**Given records**.
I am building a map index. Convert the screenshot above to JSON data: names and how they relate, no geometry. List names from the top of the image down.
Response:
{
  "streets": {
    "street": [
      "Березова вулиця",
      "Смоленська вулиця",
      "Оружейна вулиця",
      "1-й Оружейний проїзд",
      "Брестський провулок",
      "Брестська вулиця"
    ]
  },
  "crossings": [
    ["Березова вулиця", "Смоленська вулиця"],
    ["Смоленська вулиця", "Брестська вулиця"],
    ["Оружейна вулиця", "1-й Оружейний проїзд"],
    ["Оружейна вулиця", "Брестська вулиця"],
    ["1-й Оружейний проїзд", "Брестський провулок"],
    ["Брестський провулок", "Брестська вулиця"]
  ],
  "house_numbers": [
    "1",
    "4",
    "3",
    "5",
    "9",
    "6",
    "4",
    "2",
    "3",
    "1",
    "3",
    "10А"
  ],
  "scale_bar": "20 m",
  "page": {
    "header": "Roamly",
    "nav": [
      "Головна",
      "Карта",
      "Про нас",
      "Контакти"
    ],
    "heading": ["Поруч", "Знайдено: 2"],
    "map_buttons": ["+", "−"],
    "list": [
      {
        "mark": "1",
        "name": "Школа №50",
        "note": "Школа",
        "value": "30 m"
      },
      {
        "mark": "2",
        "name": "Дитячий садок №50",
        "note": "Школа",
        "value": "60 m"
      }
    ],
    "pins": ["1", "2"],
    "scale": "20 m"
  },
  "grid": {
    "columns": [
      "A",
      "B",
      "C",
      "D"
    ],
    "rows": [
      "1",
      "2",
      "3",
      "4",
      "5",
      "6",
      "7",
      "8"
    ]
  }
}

* * *

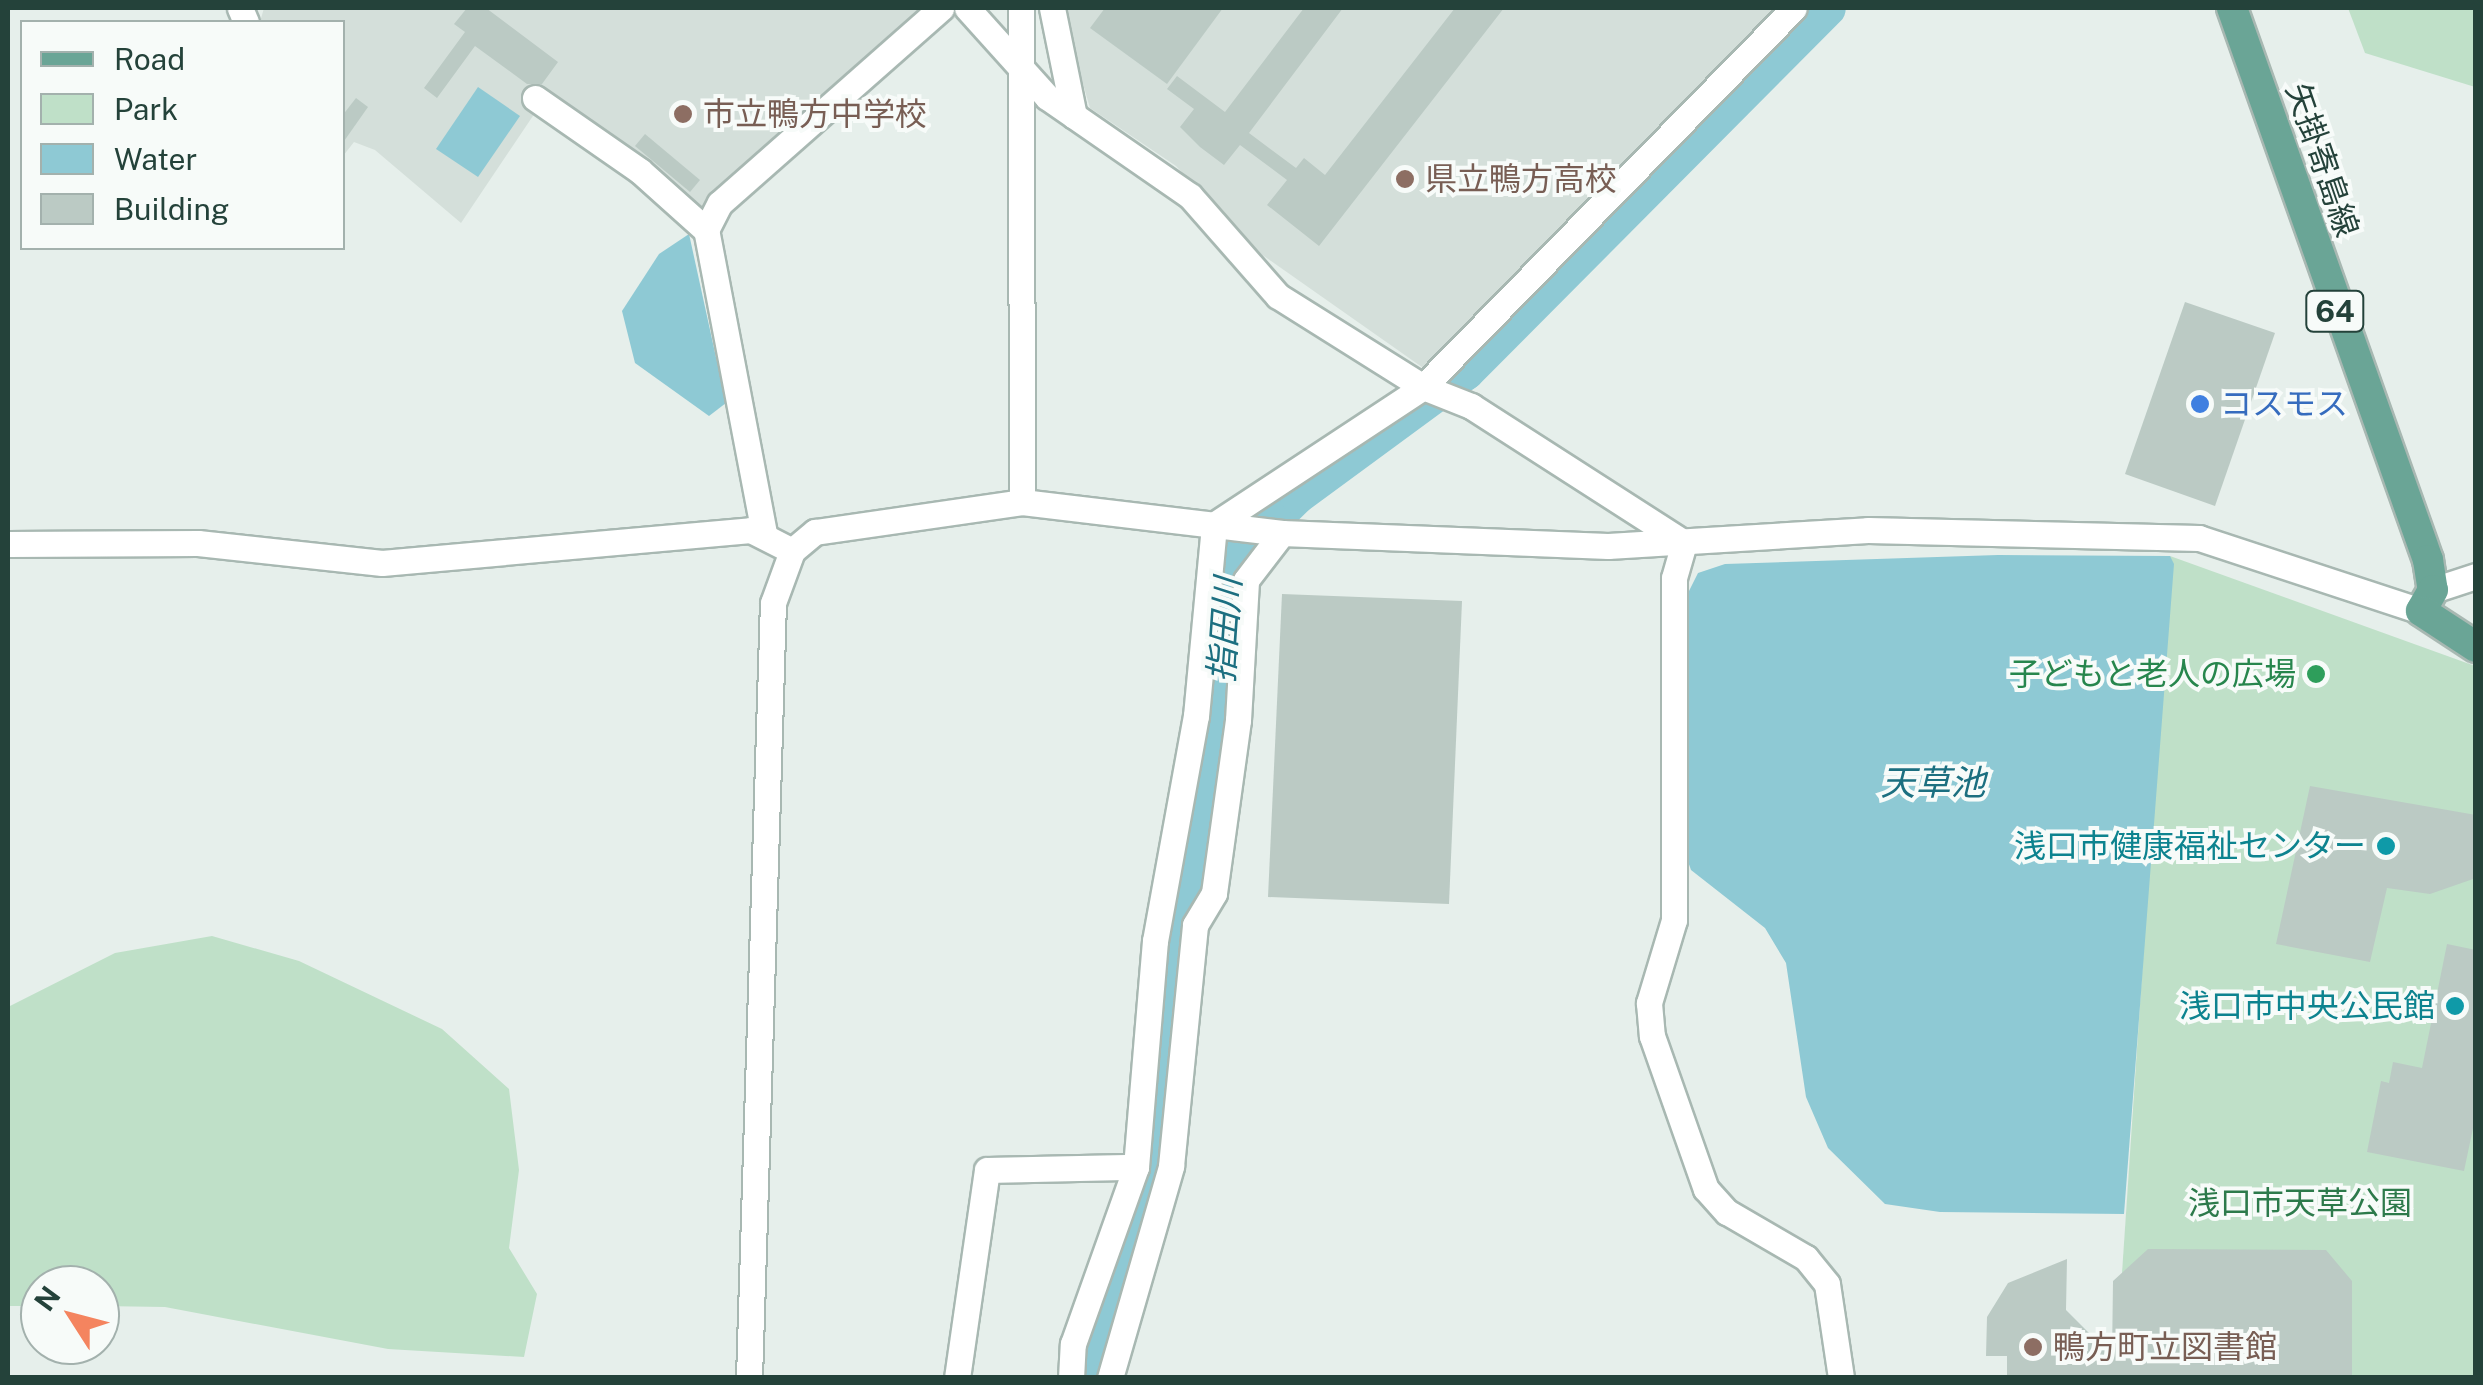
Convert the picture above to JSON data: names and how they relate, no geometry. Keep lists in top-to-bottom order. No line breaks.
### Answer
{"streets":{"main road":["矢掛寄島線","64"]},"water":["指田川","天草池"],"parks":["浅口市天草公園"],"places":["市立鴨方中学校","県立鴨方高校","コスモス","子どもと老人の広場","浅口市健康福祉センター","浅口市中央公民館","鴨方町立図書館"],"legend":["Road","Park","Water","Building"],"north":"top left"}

**Work to complete**. State how many lines of the entries contain the word "JSON". Nothing besides the number belongs in the reply.

**Your response**. 2